REQUIREMENT: The answer must consist of every line in the data that contains "route".

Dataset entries
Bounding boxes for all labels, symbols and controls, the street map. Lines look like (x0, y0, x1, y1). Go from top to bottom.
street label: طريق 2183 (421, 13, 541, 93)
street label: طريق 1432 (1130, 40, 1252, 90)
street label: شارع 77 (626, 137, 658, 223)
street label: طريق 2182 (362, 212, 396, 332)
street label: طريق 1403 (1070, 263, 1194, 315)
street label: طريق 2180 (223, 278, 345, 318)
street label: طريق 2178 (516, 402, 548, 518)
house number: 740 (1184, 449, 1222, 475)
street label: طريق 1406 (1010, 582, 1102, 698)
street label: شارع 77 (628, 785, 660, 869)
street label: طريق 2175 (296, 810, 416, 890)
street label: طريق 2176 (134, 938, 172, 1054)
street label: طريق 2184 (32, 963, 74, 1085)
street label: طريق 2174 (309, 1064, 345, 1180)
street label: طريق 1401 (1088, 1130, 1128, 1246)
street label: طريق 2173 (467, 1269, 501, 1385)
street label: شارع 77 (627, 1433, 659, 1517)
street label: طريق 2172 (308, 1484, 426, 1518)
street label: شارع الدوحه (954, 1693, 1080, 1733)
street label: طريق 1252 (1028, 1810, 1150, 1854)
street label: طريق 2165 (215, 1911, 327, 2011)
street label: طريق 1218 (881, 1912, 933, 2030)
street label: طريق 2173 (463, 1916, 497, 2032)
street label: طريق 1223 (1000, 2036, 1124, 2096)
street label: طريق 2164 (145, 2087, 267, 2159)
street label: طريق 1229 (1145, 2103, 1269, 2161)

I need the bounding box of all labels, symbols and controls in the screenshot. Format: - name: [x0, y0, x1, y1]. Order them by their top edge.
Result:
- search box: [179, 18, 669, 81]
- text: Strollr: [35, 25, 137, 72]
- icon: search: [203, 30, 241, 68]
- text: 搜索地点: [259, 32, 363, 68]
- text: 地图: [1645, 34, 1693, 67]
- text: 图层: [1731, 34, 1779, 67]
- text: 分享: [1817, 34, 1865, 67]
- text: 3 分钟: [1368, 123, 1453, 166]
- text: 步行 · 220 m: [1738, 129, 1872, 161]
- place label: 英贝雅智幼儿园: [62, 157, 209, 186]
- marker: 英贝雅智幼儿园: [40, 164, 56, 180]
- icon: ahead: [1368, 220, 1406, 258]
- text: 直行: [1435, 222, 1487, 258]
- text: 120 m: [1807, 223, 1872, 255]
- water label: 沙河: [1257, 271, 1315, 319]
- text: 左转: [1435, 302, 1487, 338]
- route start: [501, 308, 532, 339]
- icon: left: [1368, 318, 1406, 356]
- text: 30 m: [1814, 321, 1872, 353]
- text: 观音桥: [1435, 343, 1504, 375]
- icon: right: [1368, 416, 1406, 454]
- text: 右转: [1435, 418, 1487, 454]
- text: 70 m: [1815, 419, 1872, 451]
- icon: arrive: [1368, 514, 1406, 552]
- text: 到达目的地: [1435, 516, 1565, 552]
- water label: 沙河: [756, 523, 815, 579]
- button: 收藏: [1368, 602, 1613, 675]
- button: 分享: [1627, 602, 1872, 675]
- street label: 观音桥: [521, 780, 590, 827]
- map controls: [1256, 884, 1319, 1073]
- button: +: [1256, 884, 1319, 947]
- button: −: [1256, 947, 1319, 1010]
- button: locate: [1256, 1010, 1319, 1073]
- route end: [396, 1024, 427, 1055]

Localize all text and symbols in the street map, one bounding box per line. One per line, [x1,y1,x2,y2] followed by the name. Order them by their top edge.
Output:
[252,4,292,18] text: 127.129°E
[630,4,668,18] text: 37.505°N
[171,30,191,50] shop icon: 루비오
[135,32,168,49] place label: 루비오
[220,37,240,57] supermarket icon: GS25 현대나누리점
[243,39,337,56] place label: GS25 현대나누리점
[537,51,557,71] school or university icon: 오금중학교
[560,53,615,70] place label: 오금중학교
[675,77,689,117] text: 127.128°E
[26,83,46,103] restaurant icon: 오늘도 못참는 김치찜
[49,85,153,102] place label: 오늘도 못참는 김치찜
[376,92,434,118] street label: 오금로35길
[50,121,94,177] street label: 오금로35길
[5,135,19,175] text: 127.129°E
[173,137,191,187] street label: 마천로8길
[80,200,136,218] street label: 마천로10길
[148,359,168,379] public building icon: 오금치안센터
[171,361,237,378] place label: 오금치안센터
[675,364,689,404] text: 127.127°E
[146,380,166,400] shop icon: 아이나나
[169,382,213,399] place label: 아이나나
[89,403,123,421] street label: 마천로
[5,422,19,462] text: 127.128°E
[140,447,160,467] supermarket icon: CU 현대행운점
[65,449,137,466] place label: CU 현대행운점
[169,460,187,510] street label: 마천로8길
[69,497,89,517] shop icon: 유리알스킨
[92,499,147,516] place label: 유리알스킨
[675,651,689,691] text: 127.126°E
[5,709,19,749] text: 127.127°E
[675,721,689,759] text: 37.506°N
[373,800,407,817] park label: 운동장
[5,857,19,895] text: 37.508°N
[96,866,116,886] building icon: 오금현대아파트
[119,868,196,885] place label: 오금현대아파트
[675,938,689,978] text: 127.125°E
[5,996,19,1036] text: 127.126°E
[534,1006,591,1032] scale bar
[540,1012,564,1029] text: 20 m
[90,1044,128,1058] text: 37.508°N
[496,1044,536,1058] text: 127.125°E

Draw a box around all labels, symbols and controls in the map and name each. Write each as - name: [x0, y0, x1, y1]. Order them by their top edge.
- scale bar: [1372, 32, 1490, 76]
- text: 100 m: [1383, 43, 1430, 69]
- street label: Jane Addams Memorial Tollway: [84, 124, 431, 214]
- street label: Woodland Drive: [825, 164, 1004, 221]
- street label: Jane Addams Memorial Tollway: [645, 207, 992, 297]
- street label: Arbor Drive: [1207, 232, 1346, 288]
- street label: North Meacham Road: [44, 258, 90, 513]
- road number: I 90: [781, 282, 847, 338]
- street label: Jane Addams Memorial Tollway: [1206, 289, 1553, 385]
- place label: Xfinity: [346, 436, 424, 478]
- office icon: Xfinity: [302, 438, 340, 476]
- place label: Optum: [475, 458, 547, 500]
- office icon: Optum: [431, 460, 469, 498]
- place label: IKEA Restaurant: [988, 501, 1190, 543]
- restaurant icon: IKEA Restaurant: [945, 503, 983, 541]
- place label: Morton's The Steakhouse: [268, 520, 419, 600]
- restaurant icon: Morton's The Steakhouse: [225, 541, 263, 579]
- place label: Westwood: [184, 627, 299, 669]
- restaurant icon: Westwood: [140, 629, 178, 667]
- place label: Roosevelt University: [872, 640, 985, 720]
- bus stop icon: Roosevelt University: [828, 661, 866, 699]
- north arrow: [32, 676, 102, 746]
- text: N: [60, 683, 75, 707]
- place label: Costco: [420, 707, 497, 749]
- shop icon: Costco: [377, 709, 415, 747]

TASK OUTPUT:
- route start: [501, 308, 532, 339]
- route end: [396, 1024, 427, 1055]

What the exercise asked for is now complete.